Theresa May has criticized the government’s COVID travel policy, saying Britain is “not ahead” a year after the pandemic hit – despite more than half of UK adults receiving two doses of a vaccine.
The former prime minister suggested the UK is beginning to lag behind Europe in reopening its borders to travellers. He said the UK was sending a message to the rest of the world that “Global Britain” is “closed for business”.
Ms May’s comments came as a debate over the aviation industry in the House of Commons on Thursday came as an expert warned that quarantine-free travel from mainland Europe to the UK or the US would not be allowed before the end of July.
Paul Charles, chief executive of travel consultancy The PC Agency, said reopening travel had been “sacrifice by ministers watching their backs”.
Elsewhere, British Airways fired thousands of its employees, citing travel delays as the reason behind its decision.
The airline confirmed on Thursday that a large number of employees, including its management staff, have been laid back under the plan.

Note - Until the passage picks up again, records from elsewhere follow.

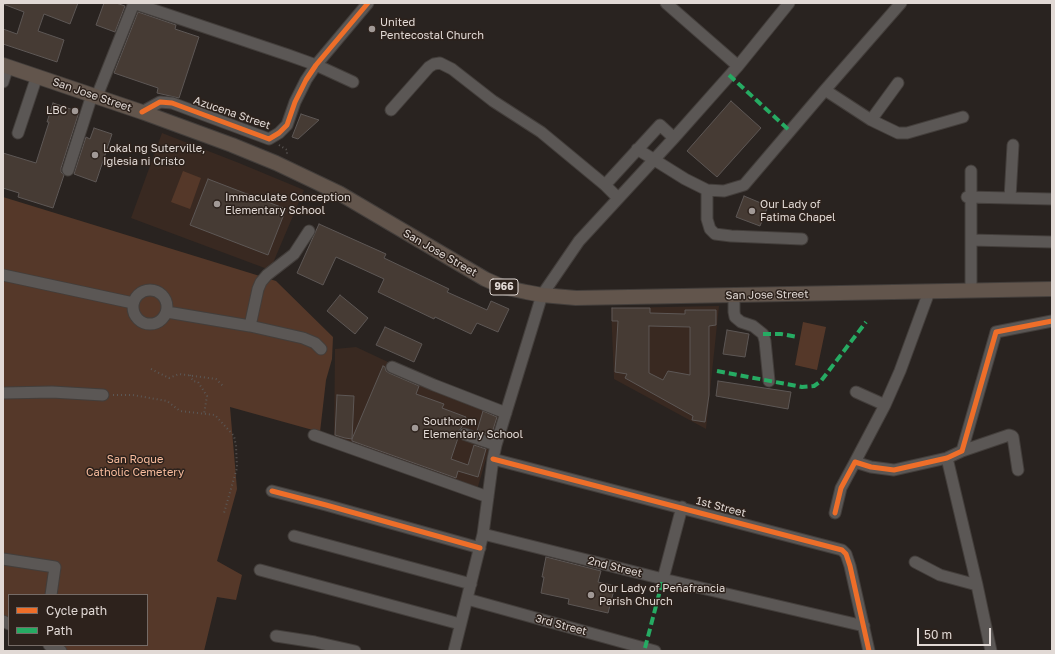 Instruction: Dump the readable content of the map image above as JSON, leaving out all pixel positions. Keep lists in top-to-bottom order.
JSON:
{
  "streets": {
    "main road": ["San Jose Street", "966"],
    "street": [
      "Azucena Street",
      "1st Street",
      "2nd Street",
      "3rd Street"
    ]
  },
  "crossings": [
    ["San Jose Street", "Azucena Street"],
    ["1st Street", "2nd Street"]
  ],
  "parks": ["San Roque Catholic Cemetery"],
  "places": [
    "United Pentecostal Church",
    "LBC",
    "Lokal ng Suterville, Iglesia ni Cristo",
    "Immaculate Conception Elementary School",
    "Our Lady of Fatima Chapel",
    "Southcom Elementary School",
    "Our Lady of Peñafrancia Parish Church"
  ],
  "legend": ["Cycle path", "Path"],
  "scale_bar": "50 m"
} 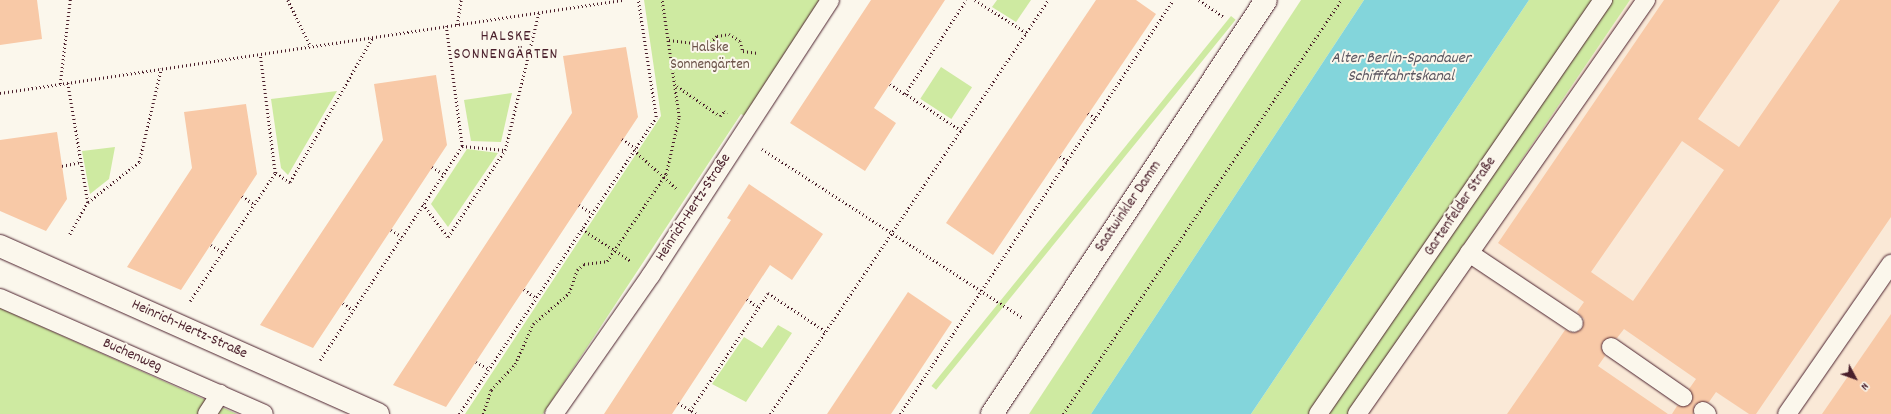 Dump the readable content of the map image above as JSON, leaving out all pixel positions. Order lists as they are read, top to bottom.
{
  "streets": {
    "main road": ["Saatwinkler Damm", "Heinrich-Hertz-Straße"],
    "lane": ["Gartenfelder Straße", "Buchenweg"]
  },
  "districts": ["HALSKE SONNENGÄRTEN"],
  "water": ["Alter Berlin-Spandauer Schifffahrtskanal"],
  "parks": ["Halske Sonnengärten"],
  "north": "bottom right"
} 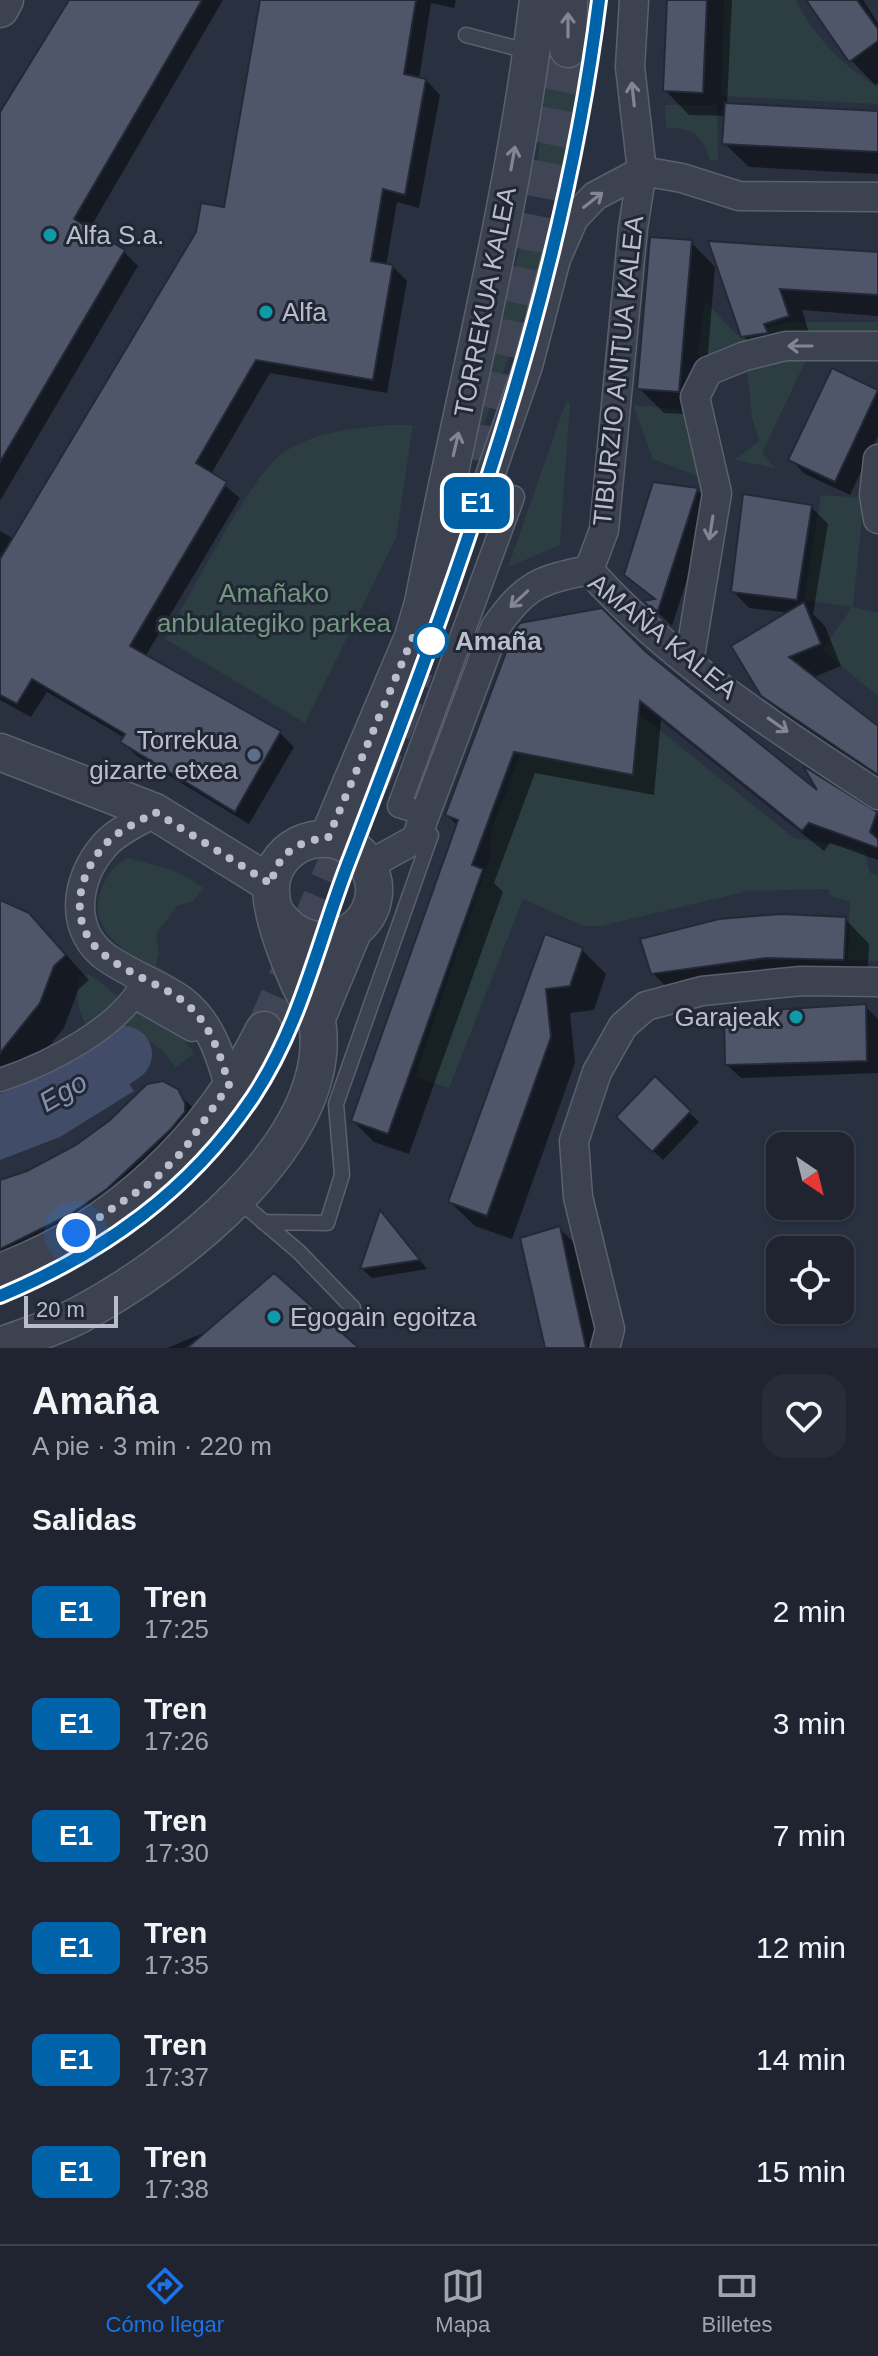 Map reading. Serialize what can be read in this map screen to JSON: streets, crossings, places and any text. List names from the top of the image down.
{
  "streets": {
    "street": ["TORREKUA KALEA", "TIBURZIO ANITUA KALEA", "AMAÑA KALEA"]
  },
  "crossings": [
    ["TORREKUA KALEA", "TIBURZIO ANITUA KALEA"],
    ["TORREKUA KALEA", "AMAÑA KALEA"],
    ["TIBURZIO ANITUA KALEA", "AMAÑA KALEA"]
  ],
  "one_way": ["TORREKUA KALEA"],
  "water": ["Ego"],
  "parks": ["Amañako anbulategiko parkea"],
  "places": [
    "Alfa S.a.",
    "Alfa",
    "Amaña",
    "Torrekua gizarte etxea",
    "Garajeak",
    "Egogain egoitza"
  ],
  "scale_bar": "20 m",
  "north": "bottom right",
  "page": {
    "on_map": "E1",
    "scale": "20 m",
    "heading": [
      ["Amaña", "A pie · 3 min · 220 m"],
      "Salidas"
    ],
    "list": [
      {
        "mark": "E1",
        "name": "Tren",
        "note": "17:25",
        "value": "2 min"
      },
      {
        "mark": "E1",
        "name": "Tren",
        "note": "17:26",
        "value": "3 min"
      },
      {
        "mark": "E1",
        "name": "Tren",
        "note": "17:30",
        "value": "7 min"
      },
      {
        "mark": "E1",
        "name": "Tren",
        "note": "17:35",
        "value": "12 min"
      },
      {
        "mark": "E1",
        "name": "Tren",
        "note": "17:37",
        "value": "14 min"
      },
      {
        "mark": "E1",
        "name": "Tren",
        "note": "17:38",
        "value": "15 min"
      }
    ],
    "tabs": ["Cómo llegar", "Mapa", "Billetes"]
  }
} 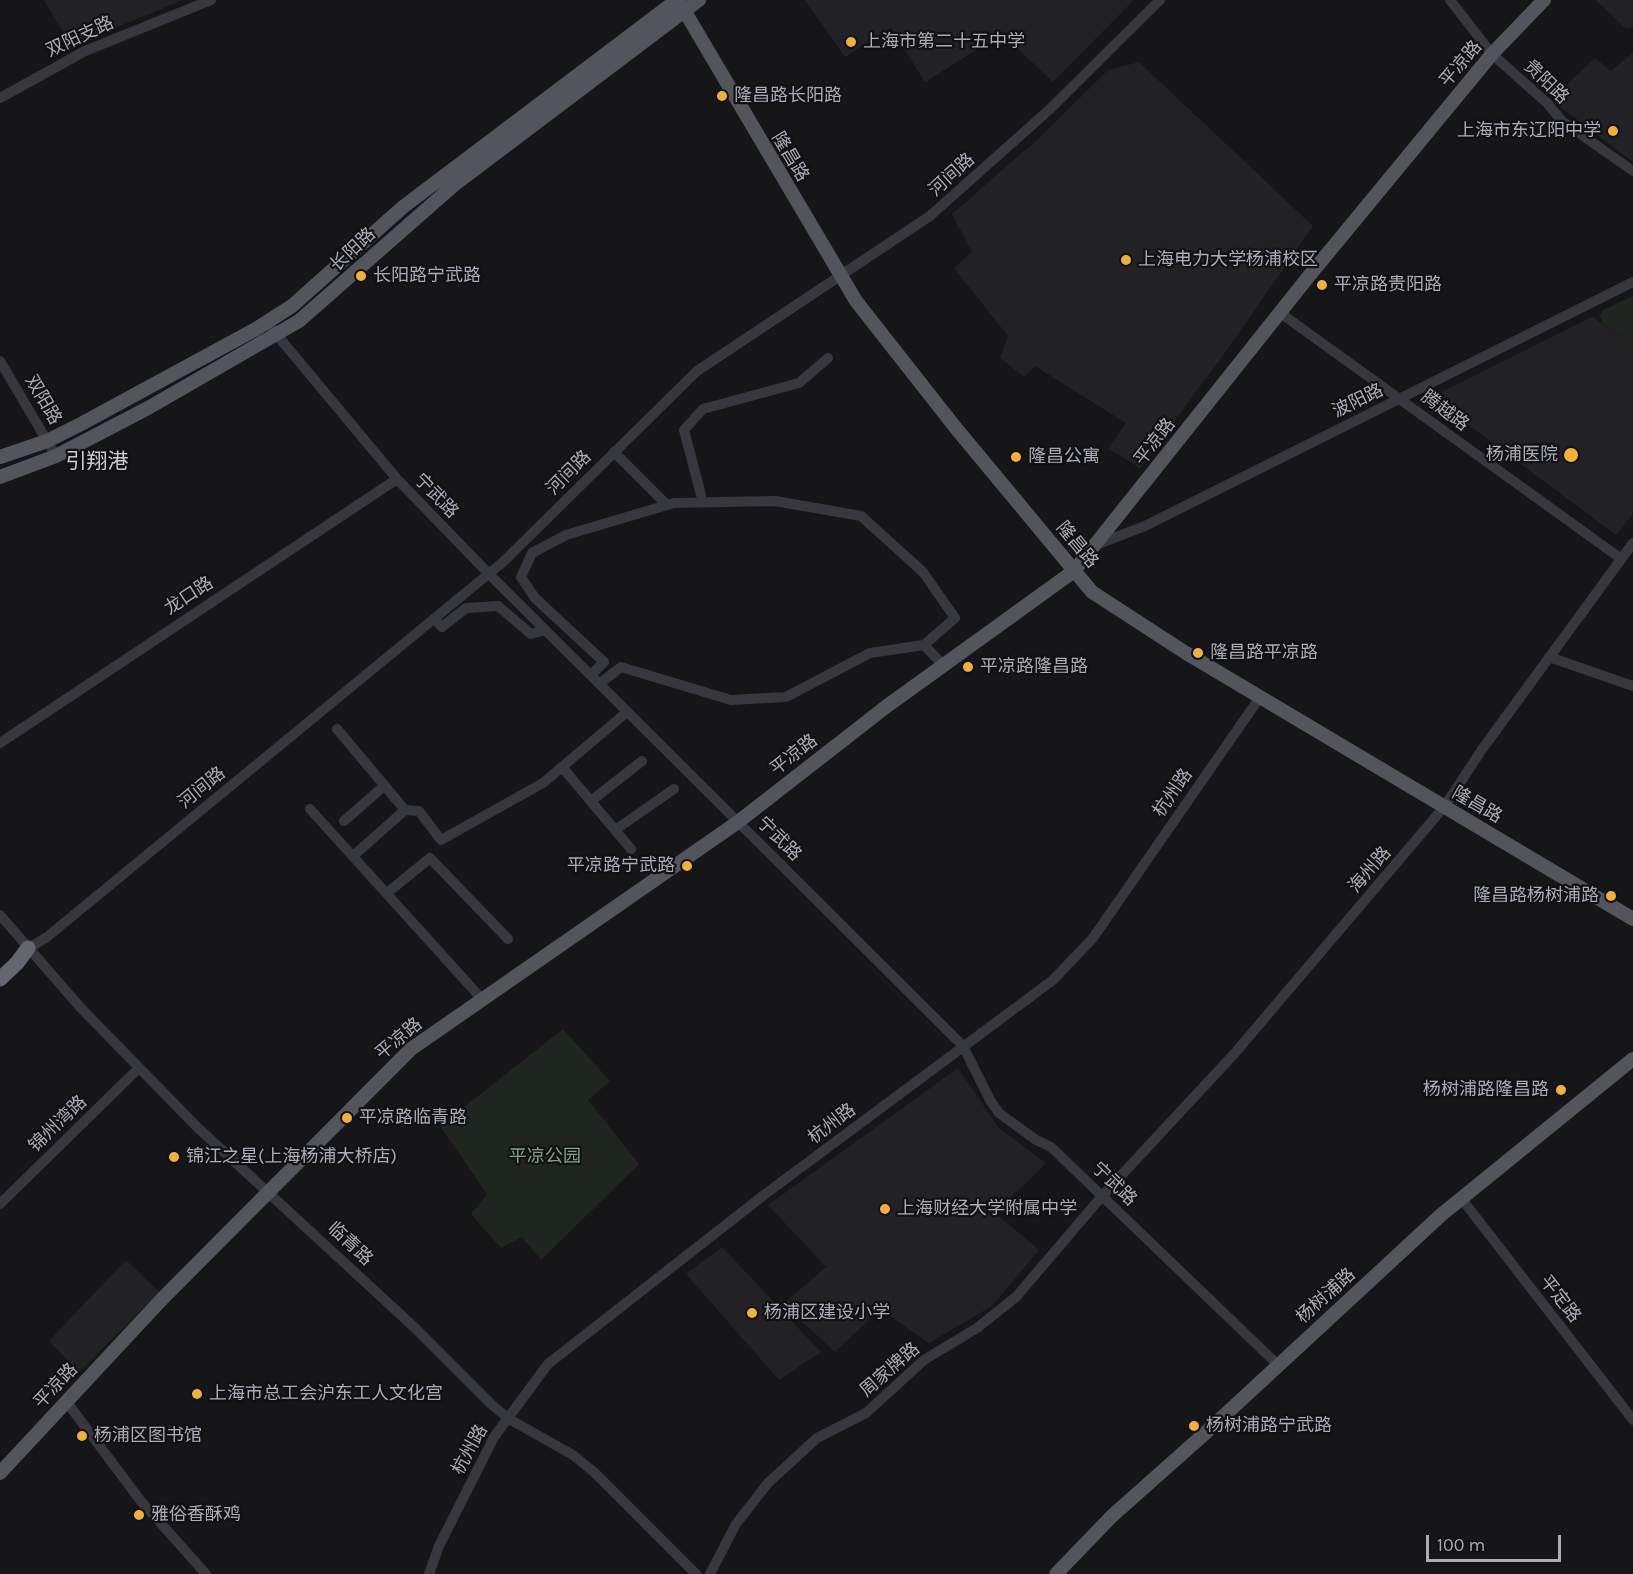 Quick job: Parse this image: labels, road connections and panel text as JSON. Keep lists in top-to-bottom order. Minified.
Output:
{"streets":{"main road":["平凉路","隆昌路","长阳路","杨树浦路"],"street":["双阳支路","贵阳路","河间路","双阳路","波阳路","腾越路","宁武路","龙口路","杭州路","海州路","锦州湾路","临青路","平定路","周家牌路"]},"crossings":[["平凉路","贵阳路"],["平凉路","隆昌路"],["平凉路","波阳路"],["平凉路","腾越路"],["平凉路","宁武路"],["平凉路","临青路"],["隆昌路","河间路"],["隆昌路","长阳路"],["隆昌路","杭州路"],["隆昌路","海州路"],["河间路","宁武路"],["河间路","临青路"],["长阳路","双阳路"],["长阳路","宁武路"],["波阳路","腾越路"],["腾越路","海州路"],["宁武路","龙口路"],["宁武路","杭州路"],["宁武路","海州路"],["宁武路","杨树浦路"],["宁武路","周家牌路"],["杭州路","临青路"],["海州路","周家牌路"],["锦州湾路","临青路"],["杨树浦路","平定路"]],"districts":["引翔港"],"parks":["平凉公园"],"places":["上海市第二十五中学","隆昌路长阳路","上海市东辽阳中学","上海电力大学杨浦校区","长阳路宁武路","平凉路贵阳路","杨浦医院","隆昌公寓","隆昌路平凉路","平凉路隆昌路","平凉路宁武路","隆昌路杨树浦路","杨树浦路隆昌路","平凉路临青路","锦江之星(上海杨浦大桥店)","上海财经大学附属中学","杨浦区建设小学","上海市总工会沪东工人文化宫","杨树浦路宁武路","杨浦区图书馆","雅俗香酥鸡"],"scale_bar":"100 m"}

The UK is currently operating a travel “traffic light” system in which countries are placed in green, amber or red categories, ministers claim, depending on how quickly the virus spreads through the population concerned.
Anyone arriving in the UK from an Amber or Red List country must self-isolate.
Ms May said: “A year ahead we are not ahead, in fact we have a devastated industry, jobs have been lost and the global UK is closed for business. More than not moving forward, we are behind.”
She continued: “We now have over 50 percent of the adult population vaccinated – an amazing program – yet we are more restricted on travel than we were last year.”
Ms May also said the government needed to “be upfront” with the British public that the virus was unlikely to be completely eradicated and that restrictions could not last forever. There is a facelift if ministers stop travel every time that people “will never be able to travel abroad again”, he said.
Boris Johnson is due to provide an update on the final phase of easing England’s lockdown on Monday, effective from 21 June.
On that date, which some call “Independence Day,” most restrictions, including travel, should be lifted. But there are apprehensions that the change will be pushed back on rising cases of the Delta variant.